EXERCISE AIM
Pull every line with the word "Conselvana" out of the entries below.

THE DATA
------------------------------

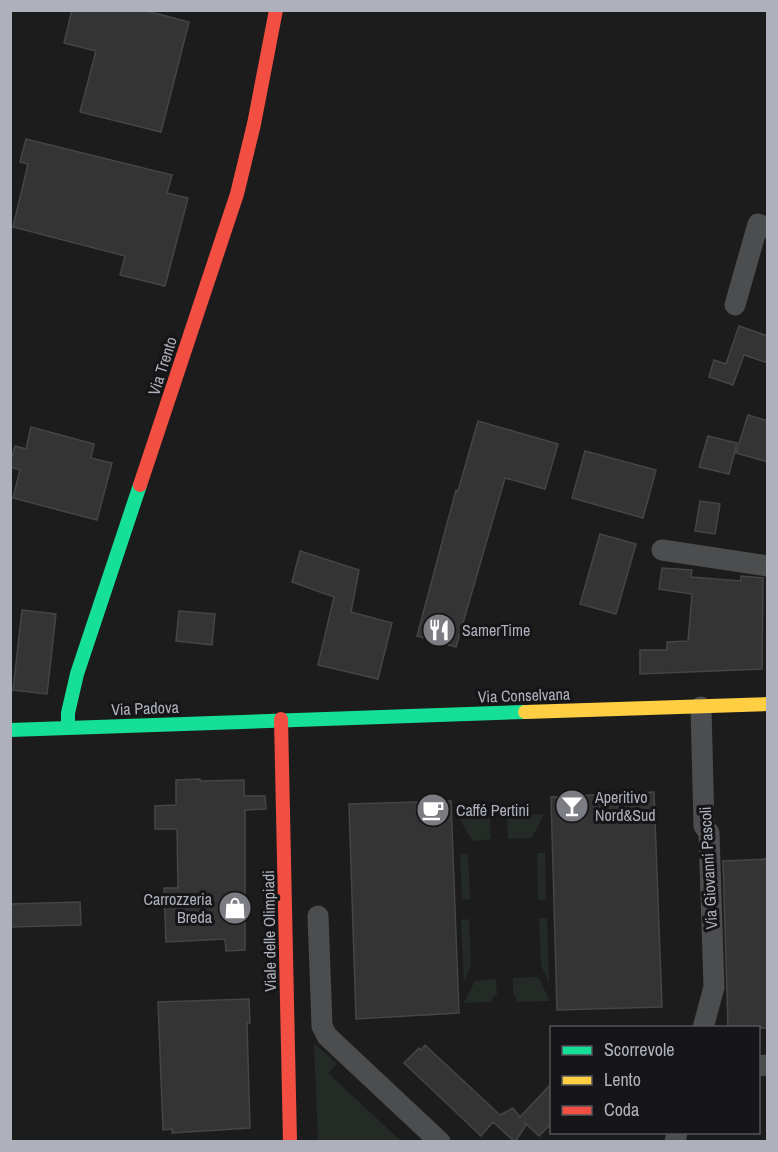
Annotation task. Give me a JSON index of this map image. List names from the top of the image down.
{
  "streets": {
    "street": [
      "Via Trento",
      "Via Conselvana",
      "Via Padova",
      "Via Giovanni Pascoli",
      "Viale delle Olimpiadi"
    ]
  },
  "crossings": [
    ["Via Trento", "Via Padova"],
    ["Via Conselvana", "Via Padova"],
    ["Via Conselvana", "Via Giovanni Pascoli"],
    ["Via Conselvana", "Viale delle Olimpiadi"],
    ["Via Padova", "Viale delle Olimpiadi"]
  ],
  "places": {
    "restaurant": ["SamerTime"],
    "bar": ["Aperitivo Nord&Sud"],
    "cafe": ["Caffé Pertini"],
    "shop": ["Carrozzeria Breda"]
  },
  "legend": ["Scorrevole", "Lento", "Coda"]
}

------------------------------

RESULT OF THIS EXERCISE
      "Via Conselvana",
    ["Via Conselvana", "Via Padova"],
    ["Via Conselvana", "Via Giovanni Pascoli"],
    ["Via Conselvana", "Viale delle Olimpiadi"],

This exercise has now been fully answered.